» Task statement: The records below are to be quoted in full; please keep every word exact.

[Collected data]
Content starts

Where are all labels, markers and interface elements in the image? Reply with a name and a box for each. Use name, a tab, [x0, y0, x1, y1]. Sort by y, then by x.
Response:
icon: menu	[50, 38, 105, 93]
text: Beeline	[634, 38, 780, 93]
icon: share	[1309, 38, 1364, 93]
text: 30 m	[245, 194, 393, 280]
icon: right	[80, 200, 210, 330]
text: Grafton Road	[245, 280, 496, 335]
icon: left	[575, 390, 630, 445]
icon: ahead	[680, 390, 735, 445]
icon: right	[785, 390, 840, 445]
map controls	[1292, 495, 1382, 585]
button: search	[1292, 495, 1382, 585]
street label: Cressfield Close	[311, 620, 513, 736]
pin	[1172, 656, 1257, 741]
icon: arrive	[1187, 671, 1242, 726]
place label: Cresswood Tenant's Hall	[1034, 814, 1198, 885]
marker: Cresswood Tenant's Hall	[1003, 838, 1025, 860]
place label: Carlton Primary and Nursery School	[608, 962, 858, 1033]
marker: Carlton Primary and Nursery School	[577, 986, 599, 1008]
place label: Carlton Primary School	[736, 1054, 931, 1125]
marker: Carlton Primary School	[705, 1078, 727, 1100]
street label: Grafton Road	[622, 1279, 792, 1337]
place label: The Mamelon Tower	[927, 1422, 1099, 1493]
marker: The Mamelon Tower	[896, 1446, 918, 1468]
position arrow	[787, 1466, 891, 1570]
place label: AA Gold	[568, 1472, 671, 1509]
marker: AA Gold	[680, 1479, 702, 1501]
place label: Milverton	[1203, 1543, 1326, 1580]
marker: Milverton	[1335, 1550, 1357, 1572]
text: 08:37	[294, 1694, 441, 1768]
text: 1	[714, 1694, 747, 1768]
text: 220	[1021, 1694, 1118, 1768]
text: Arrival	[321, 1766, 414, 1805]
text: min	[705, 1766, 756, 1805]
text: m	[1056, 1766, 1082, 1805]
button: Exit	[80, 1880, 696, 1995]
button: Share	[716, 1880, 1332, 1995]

Content ends

» Result of the task:
Where are all labels, markers and interface elements in the image? Reply with a name and a box for each. Use name, a tab, [x0, y0, x1, y1]. Sort by y, then by x.
Response:
icon: menu	[50, 38, 105, 93]
text: Beeline	[634, 38, 780, 93]
icon: share	[1309, 38, 1364, 93]
text: 30 m	[245, 194, 393, 280]
icon: right	[80, 200, 210, 330]
text: Grafton Road	[245, 280, 496, 335]
icon: left	[575, 390, 630, 445]
icon: ahead	[680, 390, 735, 445]
icon: right	[785, 390, 840, 445]
map controls	[1292, 495, 1382, 585]
button: search	[1292, 495, 1382, 585]
street label: Cressfield Close	[311, 620, 513, 736]
pin	[1172, 656, 1257, 741]
icon: arrive	[1187, 671, 1242, 726]
place label: Cresswood Tenant's Hall	[1034, 814, 1198, 885]
marker: Cresswood Tenant's Hall	[1003, 838, 1025, 860]
place label: Carlton Primary and Nursery School	[608, 962, 858, 1033]
marker: Carlton Primary and Nursery School	[577, 986, 599, 1008]
place label: Carlton Primary School	[736, 1054, 931, 1125]
marker: Carlton Primary School	[705, 1078, 727, 1100]
street label: Grafton Road	[622, 1279, 792, 1337]
place label: The Mamelon Tower	[927, 1422, 1099, 1493]
marker: The Mamelon Tower	[896, 1446, 918, 1468]
position arrow	[787, 1466, 891, 1570]
place label: AA Gold	[568, 1472, 671, 1509]
marker: AA Gold	[680, 1479, 702, 1501]
place label: Milverton	[1203, 1543, 1326, 1580]
marker: Milverton	[1335, 1550, 1357, 1572]
text: 08:37	[294, 1694, 441, 1768]
text: 1	[714, 1694, 747, 1768]
text: 220	[1021, 1694, 1118, 1768]
text: Arrival	[321, 1766, 414, 1805]
text: min	[705, 1766, 756, 1805]
text: m	[1056, 1766, 1082, 1805]
button: Exit	[80, 1880, 696, 1995]
button: Share	[716, 1880, 1332, 1995]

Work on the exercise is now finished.